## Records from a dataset
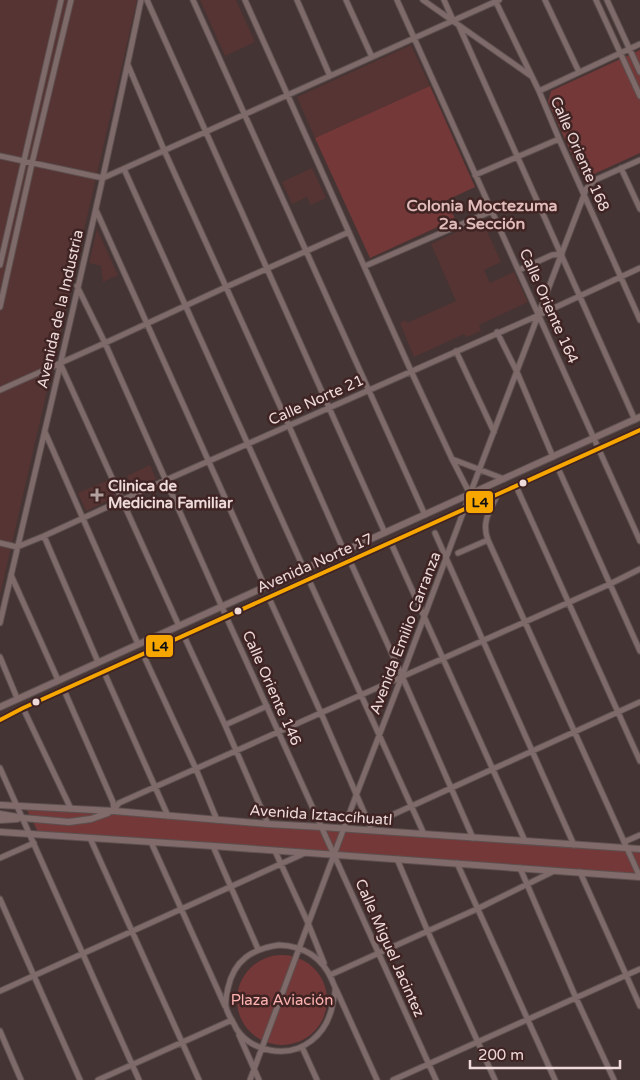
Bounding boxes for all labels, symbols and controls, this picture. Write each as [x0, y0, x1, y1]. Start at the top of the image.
street label: Calle Oriente 168 [547, 94, 613, 214]
district label: Colonia Moctezuma 2a. Sección [406, 196, 558, 234]
street label: Avenida de la Industria [33, 228, 87, 390]
street label: Calle Oriente 164 [516, 246, 582, 366]
street label: Calle Norte 21 [266, 371, 366, 429]
place label: Clinica de Medicina Familiar [108, 477, 233, 512]
unlabelled marker [518, 478, 528, 488]
marker: Clinica de Medicina Familiar [90, 488, 104, 502]
line badge: L4 [465, 490, 494, 514]
text: L4 [472, 494, 489, 511]
street label: Avenida Norte 17 [254, 529, 376, 597]
street label: Avenida Emilio Carranza [366, 549, 444, 717]
unlabelled marker [233, 606, 243, 616]
street label: Calle Oriente 146 [239, 628, 305, 748]
line badge: L4 [145, 634, 174, 658]
text: L4 [152, 638, 169, 655]
unlabelled marker [31, 697, 41, 707]
street label: Avenida Iztaccíhuatl [249, 801, 393, 829]
street label: Calle Miguel Jacintez [351, 876, 429, 1020]
park label: Plaza Aviación [231, 991, 333, 1009]
scale bar [470, 1038, 620, 1070]
text: 200 m [478, 1046, 524, 1064]

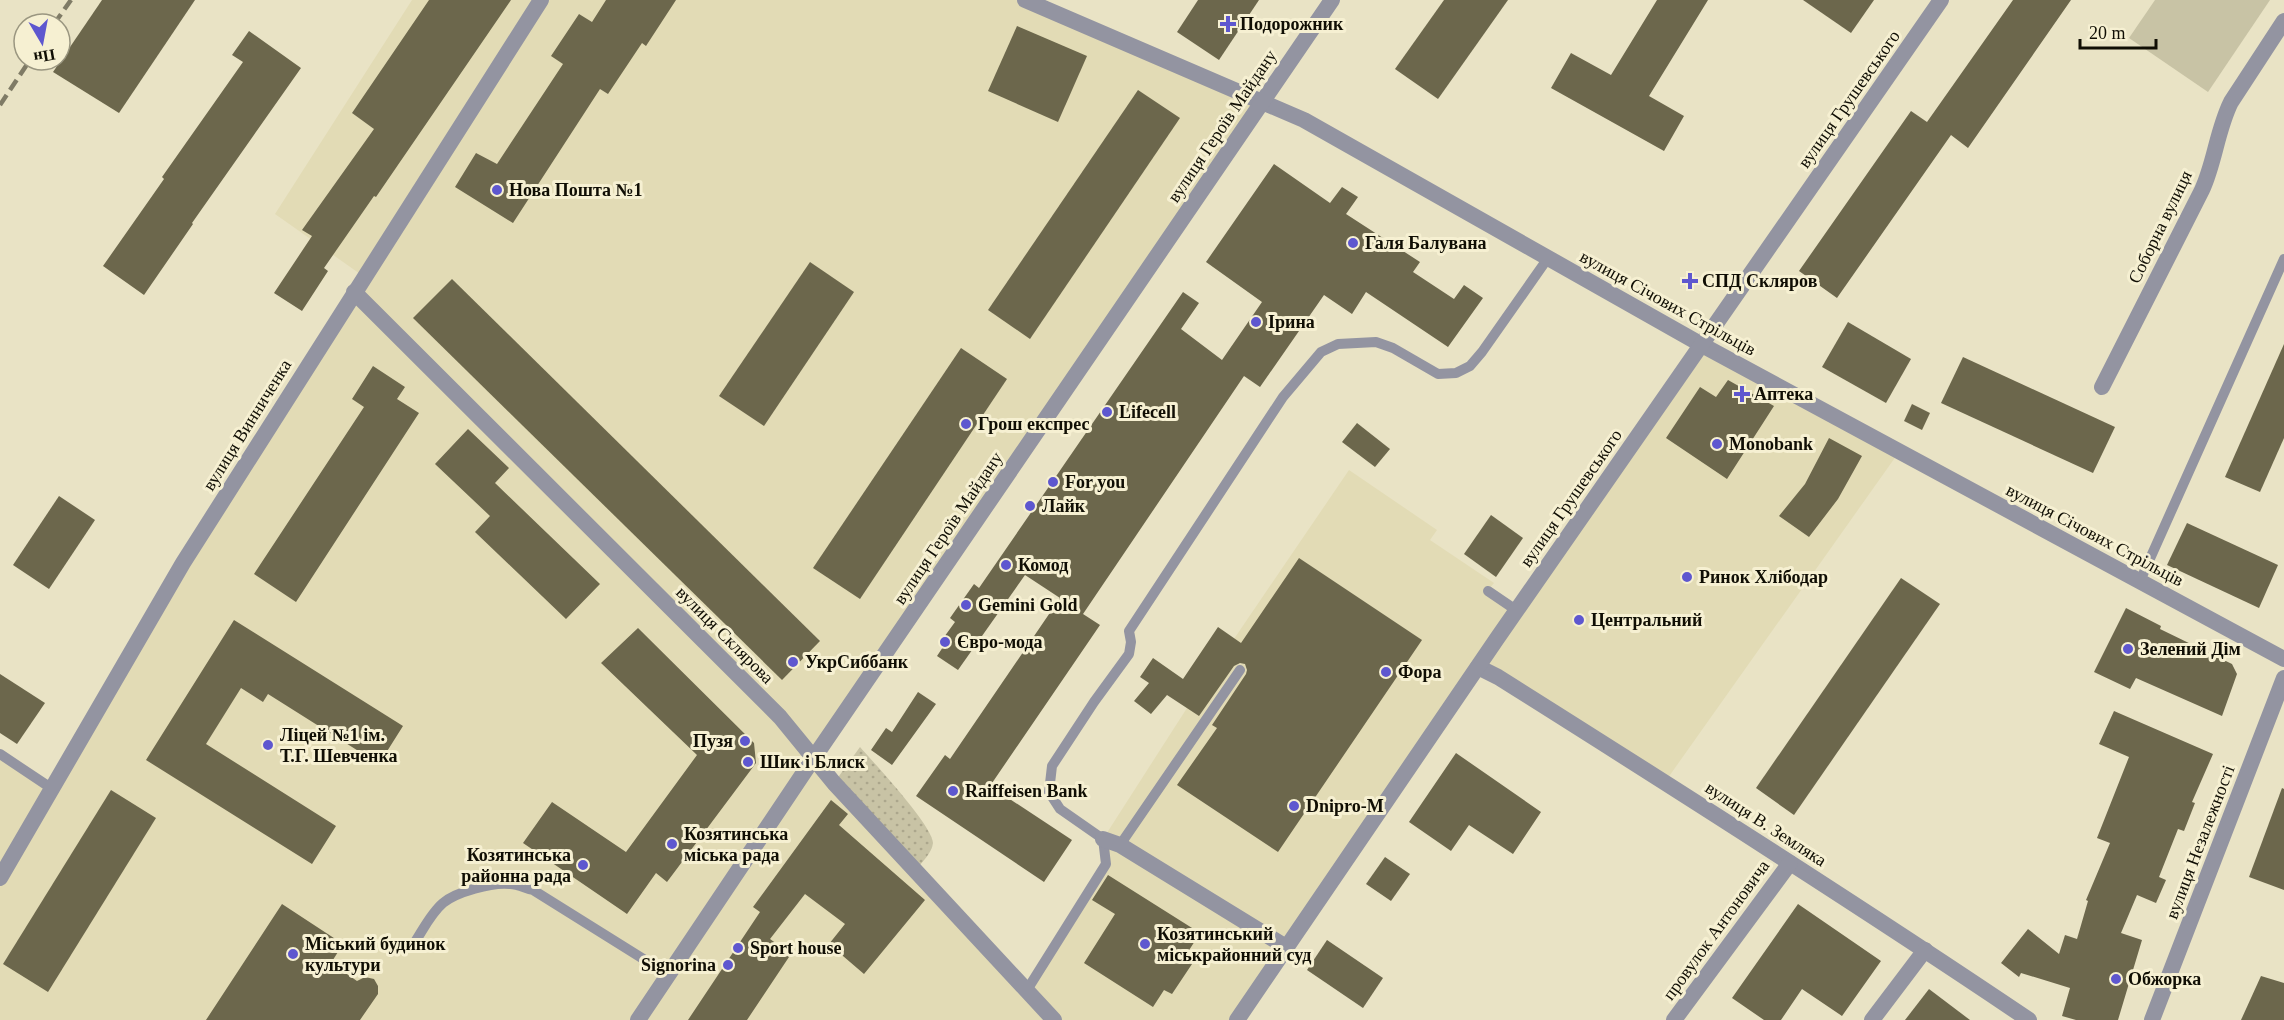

## What to work on
Please retype the whole of the data precisely, omitting pictures.

## Answer to this task
Bounding boxes for all labels, symbols and controls, this picture. Write each as [x0, y0, x1, y1]. Start at the top of the image.
street label: Calle Oriente 168 [547, 94, 613, 214]
district label: Colonia Moctezuma 2a. Sección [406, 196, 558, 234]
street label: Avenida de la Industria [33, 228, 87, 390]
street label: Calle Oriente 164 [516, 246, 582, 366]
street label: Calle Norte 21 [266, 371, 366, 429]
place label: Clinica de Medicina Familiar [108, 477, 233, 512]
unlabelled marker [518, 478, 528, 488]
marker: Clinica de Medicina Familiar [90, 488, 104, 502]
line badge: L4 [465, 490, 494, 514]
text: L4 [472, 494, 489, 511]
street label: Avenida Norte 17 [254, 529, 376, 597]
street label: Avenida Emilio Carranza [366, 549, 444, 717]
unlabelled marker [233, 606, 243, 616]
street label: Calle Oriente 146 [239, 628, 305, 748]
line badge: L4 [145, 634, 174, 658]
text: L4 [152, 638, 169, 655]
unlabelled marker [31, 697, 41, 707]
street label: Avenida Iztaccíhuatl [249, 801, 393, 829]
street label: Calle Miguel Jacintez [351, 876, 429, 1020]
park label: Plaza Aviación [231, 991, 333, 1009]
scale bar [470, 1038, 620, 1070]
text: 200 m [478, 1046, 524, 1064]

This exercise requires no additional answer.